William Glass, threat intelligence analyst at FireEye, believes this is just the beginning, as China begins to flex its muscles in the region.
“More recently, we have seen the list of targets expand to energy companies, legal firms, and even GitHub, targeted by China’s Great Cannon in March 2015,” he told me. “Beyond simply stealing information, Beijing has found there are benefits to using cyberspace to propagandise and attempt to influence behaviour.”

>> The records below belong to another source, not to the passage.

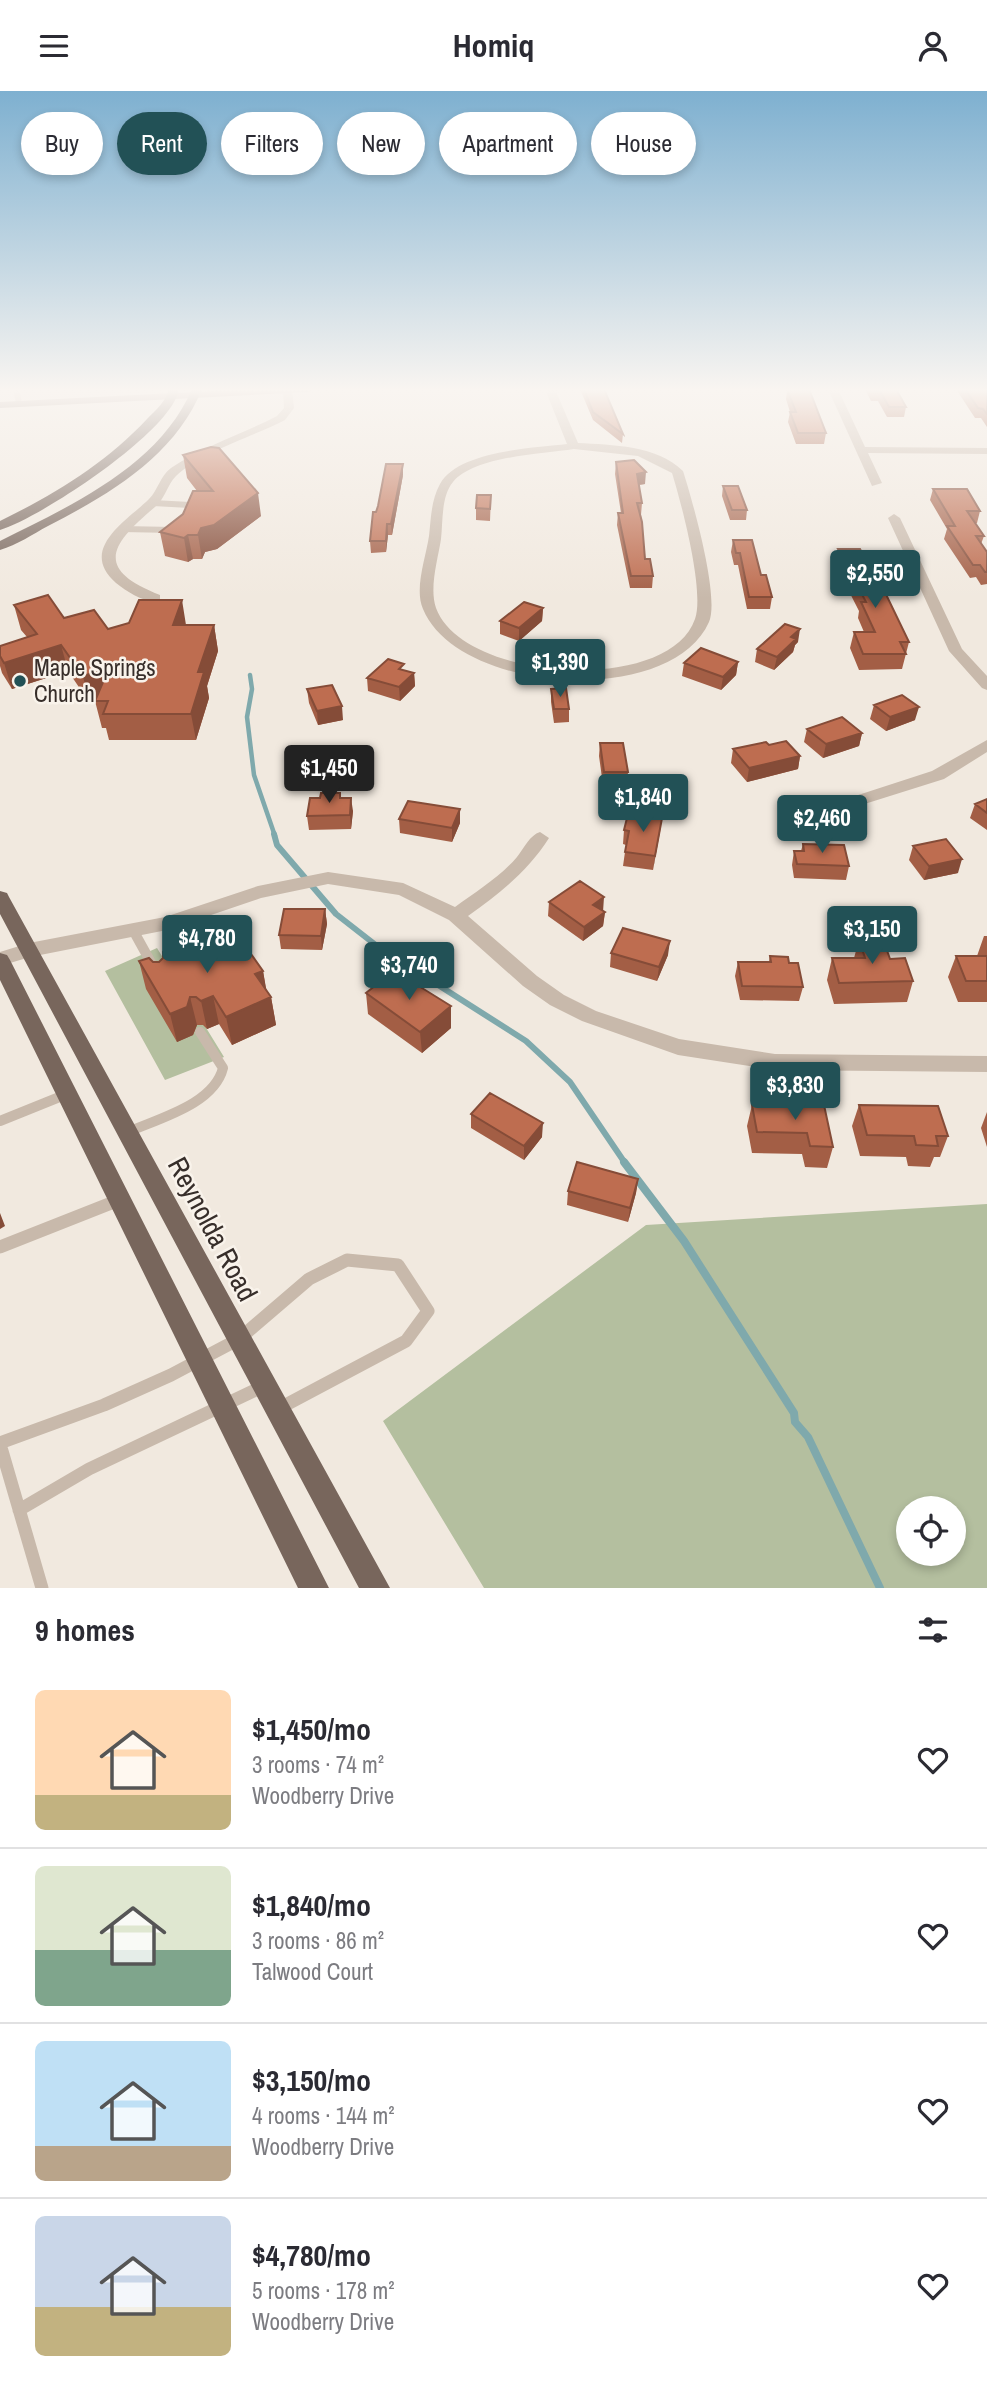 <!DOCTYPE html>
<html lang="en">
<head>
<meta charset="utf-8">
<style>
  :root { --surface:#fff; --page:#f2f2f3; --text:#2b2b33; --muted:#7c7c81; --line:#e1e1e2; --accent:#225156 }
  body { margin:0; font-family:"Archivo Narrow",sans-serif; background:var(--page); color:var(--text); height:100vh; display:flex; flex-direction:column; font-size:26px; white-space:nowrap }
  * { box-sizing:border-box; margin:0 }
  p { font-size:23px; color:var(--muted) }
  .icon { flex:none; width:38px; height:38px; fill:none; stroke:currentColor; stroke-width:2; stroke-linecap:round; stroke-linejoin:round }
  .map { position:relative; height:1497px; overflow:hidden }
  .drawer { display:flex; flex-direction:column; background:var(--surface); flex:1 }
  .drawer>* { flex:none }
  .hud { position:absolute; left:21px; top:21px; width:945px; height:63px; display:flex; gap:14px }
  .tools { position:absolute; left:896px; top:1405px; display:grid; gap:14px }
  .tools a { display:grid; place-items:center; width:70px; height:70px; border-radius:50%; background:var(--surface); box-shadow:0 4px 10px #0003; font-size:35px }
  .price { position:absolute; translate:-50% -60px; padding:0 16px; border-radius:7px; background:var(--accent); color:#fff; font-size:23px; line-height:46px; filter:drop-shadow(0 2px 4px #0008) }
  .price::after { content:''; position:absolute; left:50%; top:42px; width:21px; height:16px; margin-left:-10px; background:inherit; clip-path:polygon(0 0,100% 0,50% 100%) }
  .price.active { background:#222; color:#fff }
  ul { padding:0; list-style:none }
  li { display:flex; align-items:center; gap:21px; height:175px; padding:0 35px }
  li+li { border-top:2px solid var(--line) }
  li span { display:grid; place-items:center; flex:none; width:196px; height:140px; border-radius:10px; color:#555 }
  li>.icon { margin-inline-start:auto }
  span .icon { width:84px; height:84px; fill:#fffc; stroke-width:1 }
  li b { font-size:30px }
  h2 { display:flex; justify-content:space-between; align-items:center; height:84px; padding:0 35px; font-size:30px }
  .chip { padding:0 24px; border-radius:32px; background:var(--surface); box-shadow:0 4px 10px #0003; font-size:24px; line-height:63px }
  .chip.active { background:var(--accent); color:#fff }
  header { display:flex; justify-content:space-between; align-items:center; height:91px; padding:0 35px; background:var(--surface); font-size:32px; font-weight:700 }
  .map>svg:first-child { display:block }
  .green { fill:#b4bf9f; fill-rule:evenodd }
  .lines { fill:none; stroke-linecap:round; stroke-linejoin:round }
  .stream-far2 { stroke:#7fa9ac; stroke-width:4.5 }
  .stream-far1 { stroke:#7fa9ac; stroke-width:6 }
  .stream { stroke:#7fa9ac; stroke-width:8 }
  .lane-far2 { stroke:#c8b9ab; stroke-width:6 }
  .lane-far1 { stroke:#c8b9ab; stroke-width:10 }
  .lane { stroke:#c8b9ab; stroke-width:13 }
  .street { fill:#c8b9ab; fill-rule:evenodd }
  .secondary { fill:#9c897d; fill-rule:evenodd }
  .primary { fill:#78665c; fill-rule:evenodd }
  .wall { fill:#a35e45 }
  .shaded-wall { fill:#854c38 }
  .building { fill:#be6d50; stroke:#854c38; stroke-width:2 }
  .poi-dot { fill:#225156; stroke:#f9f3eb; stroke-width:2.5 }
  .labels { text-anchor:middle; stroke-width:5; stroke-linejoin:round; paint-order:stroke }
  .poi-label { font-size:23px; fill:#372e2a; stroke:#f9f3eb; text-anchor:start }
  .near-street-label { font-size:28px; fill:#372e2a; stroke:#f9f3eb }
</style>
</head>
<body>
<header><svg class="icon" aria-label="menu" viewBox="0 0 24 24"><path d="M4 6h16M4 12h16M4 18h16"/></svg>Homiq<svg class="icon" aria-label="person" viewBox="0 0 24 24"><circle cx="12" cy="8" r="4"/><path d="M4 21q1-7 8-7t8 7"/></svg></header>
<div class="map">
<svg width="987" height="1497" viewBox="0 0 987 1497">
  <rect width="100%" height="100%" fill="#f1e9df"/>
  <path class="green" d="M157,857L224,966L165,989L105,880Z
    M987,1113V1497H484L383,1330L646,1134ZM908,1418H954V1463H908Z"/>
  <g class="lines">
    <path class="stream-far2" d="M250,584L252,598L247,626L254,684L275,745"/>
    <path class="stream-far1" d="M274,743L277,754L336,823L377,855L526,950L570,991L625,1072"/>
    <path class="stream" d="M624,1071L684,1150L794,1322L795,1331L808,1346L880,1497"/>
    <path class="lane-far2" d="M16,298L19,312
      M153,412L190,414L191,420
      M122,438L174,439"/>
    <path class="lane-far1" d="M133,839L154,877
      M0,1030L67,1003
      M128,1041C160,1027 214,1013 223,977L200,941"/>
    <path class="lane" d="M0,1156L119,1109
      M0,1352L104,1314L171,1284L239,1248L309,1188L347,1169L398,1174L428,1220L406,1250L278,1318
      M0,1353L42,1497
      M19,1419L89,1378L264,1295"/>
    <path class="street" d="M292,298L294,317L285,329C254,345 199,362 176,385C167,394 165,408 155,416C111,453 93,478 160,504V510C146,513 127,501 116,492C77,458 128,429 149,408C158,399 160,385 171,377C203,355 243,343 277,325L284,317L283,299Z
      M545,298H555L578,352C612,354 657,354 683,380C692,408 720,506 709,531C671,617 458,603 423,518C414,498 426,466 429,445C431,428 431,409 440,393C458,360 533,357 567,353ZM574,358L638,365L672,382C681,411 705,500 695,528C669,604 463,591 436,517C429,497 438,468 441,448C443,431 441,405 453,391C474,365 542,363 574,358Z
      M828,298H838L865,356L987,357V363L868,362L882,392L872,395Z
      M894,423L900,427L962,558L987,585V599L982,597L949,560L888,427Z
      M987,649V661L944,688L855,716L847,711L849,707L932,680Z
      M540,741L549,747C528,780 500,802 468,825L537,885L564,904L596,920L679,948L775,963L987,965V981L775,979L678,964L582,930L550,914L523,895L449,829L399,804L328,793L261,807L167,839L30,866L0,875V861L29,852L165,826L258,795L328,781L403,792L455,816C477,800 500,786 517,766C524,757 530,744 540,741Z"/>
    <path class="secondary" d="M251,298H314L309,301L0,317V311Z"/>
    <path class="primary" d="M169,298H179C173,340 40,427 0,439V430C55,403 105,373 147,328C155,320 167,309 169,298Z
      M192,298H202C175,365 110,403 48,435C33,443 17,454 0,459V450C72,414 159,375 192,298Z
      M0,800L7,802L9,806L390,1497H359L0,823Z
      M0,862L7,864L10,869L329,1497H298L0,889Z"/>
  </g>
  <path class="wall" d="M580,298H604L623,343L622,352L593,329Z
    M786,298H809L826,342L824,353H796L788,331L790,321L786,308L787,300Z
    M865,298H896L906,316L904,326H887L878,310H871Z
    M956,298H987V336L981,327H975Z
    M183,364L261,425L217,458L205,461L202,468H193L188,471L165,465L160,441L183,423L197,400L187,387Z
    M616,371L645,393L639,394L642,412L641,424L645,468L653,485L652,497H630L617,434L618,422H621L615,383Z
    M403,384L392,444H388L386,461L371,462L370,450L376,421Z
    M723,395L747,419L746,429H730L722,405Z
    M933,398L980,420L977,432H975L984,445L981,453L987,461V493L981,494L976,486L970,487L944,448L947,438L930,409Z
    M491,404L490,430L476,429V417Z
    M733,449L772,506L770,518H747L738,474H734L731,461Z
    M838,458L878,493L909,551L902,578L859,579L850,557L854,541H864L858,527L859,520L835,473Z
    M14,514L108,538L186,534H214L218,560L207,595L209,607L196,649H109L106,637H102L95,610L96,609L89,611L68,580L12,598L2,582L0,575V555L27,546L21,539Z
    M543,517L542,530L519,550L500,543V530Z
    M798,551L795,554L793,561L774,579L755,571L757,558Z
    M738,571L736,584L721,599L682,585L684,572Z
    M404,579L414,582L415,595L400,610L368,600L367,587Z
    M307,598L343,629L318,634L309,612Z
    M551,598L569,618V631L554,632L551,611Z
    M874,614L915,629L886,640L870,628Z
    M807,638L862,642L859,655L823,667L804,651Z
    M600,652L628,681L627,694H603L599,665Z
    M769,654L800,665L798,678L747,691L731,672L733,658Z
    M340,702L341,707L353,720L351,738L309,739L307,725L320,707Z
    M987,708V739L970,727L975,713Z
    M460,718V732L452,751L400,742L399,728Z
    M662,727L653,779L623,775L626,754L623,753L624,739Z
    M803,753L849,775L846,789L794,787L792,774L794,760H801Z
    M913,755L958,782L924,789L909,769Z
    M549,811L603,820L605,821L603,835L583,850L548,825Z
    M325,818L327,833L322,859L281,858L279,844Z
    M984,845H987V911H958L948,886L956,865H977Z
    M859,849L890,868L913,890L907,911L834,913L827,889L832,867H854Z
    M611,862L668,864L657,890L610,876Z
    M770,865L789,872L803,896L799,910L740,909L735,885L738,871H769Z
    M241,868L263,880L266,899L271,906L276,934L232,954L219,933L207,938L203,934H197L193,944L177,951L146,898L139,870L159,871Z
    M366,902L451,937L422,962L368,923Z
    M752,1014L833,1056L827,1077L805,1076L802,1063L752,1062L747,1035Z
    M859,1014L948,1045L940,1066H934L930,1076L908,1075L906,1066L860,1065L852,1035Z
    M987,1021V1056L981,1037Z
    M471,1023L542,1046L524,1069L471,1037Z
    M638,1088L636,1102L628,1131L567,1114L568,1100Z"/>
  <path class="shaded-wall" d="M403,373V384L392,444L391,433Z
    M646,381L645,393L636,394L637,383Z
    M258,402L261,425L217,458L205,461L202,468L198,444L201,437Z
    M387,433L388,444L386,461V450Z
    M188,444L193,468L188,471L184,447Z
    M182,509L186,534H173Z
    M543,517L542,530L519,550V537Z
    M214,534L218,560L207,595L209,607L196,649L191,623L198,581Z
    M800,538L798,551L795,554L793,561L774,579L777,566L791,546Z
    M61,554L68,580L12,598L4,572Z
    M738,571L736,584L721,599L723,586Z
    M109,577L115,603L89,611L83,585Z
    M414,582L415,595L400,610L399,596Z
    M342,615L343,629L318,634L317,620Z
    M919,616L915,629L886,640L890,626Z
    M862,642L859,655L823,667L826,653Z
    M800,665L798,678L747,691L749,677Z
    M351,707L353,720L351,738L350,724Z
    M460,718V732L452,751V737Z
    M662,727L660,741L653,779L655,765Z
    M962,768L958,782L924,789L929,775Z
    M604,806L603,821L593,814Z
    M325,818L327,833L322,859L321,845Z
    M605,821L603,835L583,850L584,836Z
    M670,850L668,864L657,890L659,876Z
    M263,880L268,908L255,883Z
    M213,905L219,933L207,938L201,910Z
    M190,906L197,934L193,944L177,951L170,923Z
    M271,906L276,934L232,954L226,926Z
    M451,915V937L422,962L420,941Z
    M543,1032L542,1046L524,1069V1055Z
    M638,1088L636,1102L628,1131L630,1117Z
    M0,1122L5,1135L0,1138Z"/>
  <path class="building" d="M584,298H604L623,343L593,321Z
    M787,298H809L826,342H798L790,321H796Z
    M872,298H896L906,316H889L880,300H873Z
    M965,298H987V323L983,318L978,317Z
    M211,356L219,357L258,402L214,434L201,437L198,444H188L184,447L160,441L183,423L193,400H213L183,364Z
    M634,369L646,381L637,383L642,412H637L642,431L645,468H650L653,485H631L618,422H623L616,371Z
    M386,373H403L391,433H387L386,450H370L373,421H376L378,415Z
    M723,395H738L747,419H732Z
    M933,398H967L980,420H967L984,445H976L987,461V481H985L980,474H973L947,435H955Z
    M477,404H491L490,418L476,417Z
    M733,449H752L761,484H766L772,506H749L740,462H736Z
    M838,458H860L878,493H881L909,551H900L906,563H863L854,541H875L861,511H866Z
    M48,504L64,527L94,519L108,538L129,532L139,509H182L173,534H214L198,581H204L191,623H103L108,610H95L109,577L83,585L61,554L4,572L0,565V555L37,543L14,514Z
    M524,511L543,517L519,537L500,530Z
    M785,533L800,538L791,546L796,548L777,566L757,558Z
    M701,557L738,571L723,586L684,572Z
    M388,568L404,573L399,578L414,582L399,596L367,587Z
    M332,594L342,615L317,620L307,598Z
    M566,597L569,618H554L551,598Z
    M902,604L919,616L890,626L874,614Z
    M842,626L862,642L826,653L807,638Z
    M786,650L800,665L749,677L733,658L766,651L769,654Z
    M600,652H623L628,681H604Z
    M321,702H340V707H351L350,724L307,725L310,707H320Z
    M987,708V722L975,713Z
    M408,710L460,718L452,737L399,728Z
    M628,723L662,727L655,765L625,761L629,740L624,739Z
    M946,748L962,768L929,775L913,755Z
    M803,753L844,754L849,775L797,773L794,760H804Z
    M580,790L604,806L593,814L605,821L584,836L549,811Z
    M284,818H325L321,845L279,844Z
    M221,837L241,868L251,863L263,880L255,883L271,906L226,926L213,905L201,910L196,906H190L187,916L170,923L139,870L149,867L153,871H159L163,867V861Z
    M623,837L670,850L659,876L611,862Z
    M883,848L890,868L905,867L913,890L839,892L832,867H865L859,849Z
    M770,865L788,866L789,872H798L803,896L742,895L738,871H771Z
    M956,865H987V890H966Z
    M401,884L451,915L420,941L366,902L381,890L387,895Z
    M490,1002L543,1032L524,1055L471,1023Z
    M752,1014H824L833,1056L810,1055L807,1042L757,1041Z
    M859,1014L938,1015L948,1045H936L938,1055L916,1054L914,1045L867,1044Z
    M577,1071L638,1088L630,1117L568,1100Z"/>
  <linearGradient id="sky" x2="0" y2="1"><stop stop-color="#7eb0d0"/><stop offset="0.59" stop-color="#f9f5f1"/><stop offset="1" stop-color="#f9f5f1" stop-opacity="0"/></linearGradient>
  <rect width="987" height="507" fill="url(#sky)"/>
  <circle class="poi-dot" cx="20" cy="590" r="7"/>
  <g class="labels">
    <g class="poi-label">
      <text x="34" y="585">Maple Springs<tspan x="34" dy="26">Church</tspan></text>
    </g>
    <g class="near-street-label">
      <text transform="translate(213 1138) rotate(62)" y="10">Reynolda Road</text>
    </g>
  </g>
</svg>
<div class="tools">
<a><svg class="icon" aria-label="locate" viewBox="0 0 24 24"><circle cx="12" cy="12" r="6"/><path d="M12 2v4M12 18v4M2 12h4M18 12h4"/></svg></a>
</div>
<b class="price" style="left:875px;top:519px">$2,550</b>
<b class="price" style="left:560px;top:608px">$1,390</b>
<b class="price active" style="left:329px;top:714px">$1,450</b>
<b class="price" style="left:643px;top:743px">$1,840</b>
<b class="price" style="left:822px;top:764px">$2,460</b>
<b class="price" style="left:872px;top:875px">$3,150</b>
<b class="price" style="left:207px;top:884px">$4,780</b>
<b class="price" style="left:409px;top:911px">$3,740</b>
<b class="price" style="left:795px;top:1031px">$3,830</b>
<div class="hud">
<a class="chip">Buy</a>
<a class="chip active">Rent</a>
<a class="chip">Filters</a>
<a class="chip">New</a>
<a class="chip">Apartment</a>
<a class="chip">House</a>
</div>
</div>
<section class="drawer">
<h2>9 homes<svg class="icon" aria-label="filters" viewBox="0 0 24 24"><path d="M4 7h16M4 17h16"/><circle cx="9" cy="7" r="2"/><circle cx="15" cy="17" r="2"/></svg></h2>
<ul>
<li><span style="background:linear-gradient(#ffd9b3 75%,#c2b280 0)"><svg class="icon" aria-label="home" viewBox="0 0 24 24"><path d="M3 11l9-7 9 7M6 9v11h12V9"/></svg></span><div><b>$1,450/mo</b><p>3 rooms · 74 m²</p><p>Woodberry Drive</p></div><svg class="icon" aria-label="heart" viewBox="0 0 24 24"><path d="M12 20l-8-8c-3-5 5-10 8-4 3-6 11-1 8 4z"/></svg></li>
<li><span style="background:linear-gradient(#dfe7d0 60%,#7fa58c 0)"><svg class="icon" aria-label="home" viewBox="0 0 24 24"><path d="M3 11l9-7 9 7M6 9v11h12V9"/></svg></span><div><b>$1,840/mo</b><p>3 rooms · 86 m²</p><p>Talwood Court</p></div><svg class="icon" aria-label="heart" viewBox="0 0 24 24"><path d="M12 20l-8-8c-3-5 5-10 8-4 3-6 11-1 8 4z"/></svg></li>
<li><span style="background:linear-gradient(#bfe0f5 75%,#b9a48a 0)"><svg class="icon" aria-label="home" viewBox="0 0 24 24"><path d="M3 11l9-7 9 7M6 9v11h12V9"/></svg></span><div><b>$3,150/mo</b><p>4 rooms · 144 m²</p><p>Woodberry Drive</p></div><svg class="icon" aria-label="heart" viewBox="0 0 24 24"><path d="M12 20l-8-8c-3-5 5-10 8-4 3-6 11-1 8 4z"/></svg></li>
<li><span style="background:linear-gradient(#c9d6e8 65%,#c2b280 0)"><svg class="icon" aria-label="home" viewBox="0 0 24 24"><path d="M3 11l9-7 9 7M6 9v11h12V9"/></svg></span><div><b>$4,780/mo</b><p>5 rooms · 178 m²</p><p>Woodberry Drive</p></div><svg class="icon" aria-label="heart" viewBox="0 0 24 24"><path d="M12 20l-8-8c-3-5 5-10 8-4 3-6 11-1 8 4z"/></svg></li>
</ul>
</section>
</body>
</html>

He claimed that the army’s new Strategic Support Force may see disputes in the area as the perfect opportunity to test its significant capabilities, which could range from range from “typical cyber espionage to learn of plans and intentions of commercial companies to efforts designed to influence companies’ decisions to invest or operate in the South China Sea.”
“Recently, the Chinese media has singled out Australia and Japan for particularly harsh criticism following the tribunal ruling,” Glass explained.
“It’s possible that China-based groups—with or without official government backing—will target Australian and Japanese commercial interests in retaliation for perceived interference or in an attempt to force Canberra and Tokyo to more carefully consider any follow-on action.”
For starters, firms working in the energy, logistics and shipping, and political and legal advocacy sectors in the region would do well to redouble their cyber security efforts. But the truth is that any organisation that deals with China or works in an industry where Chinese companies have interests – which is virtually every organisation – should consider the threat of state-sponsored attacks from the East. Yes, it’s more likely they’ll encounter ransomware than an info-stealing RAT guided by the PLA. But the threat is there, and as UK organisations increasingly look to the Middle Kingdom in this post-Brexit world, it’s one they should all take seriously.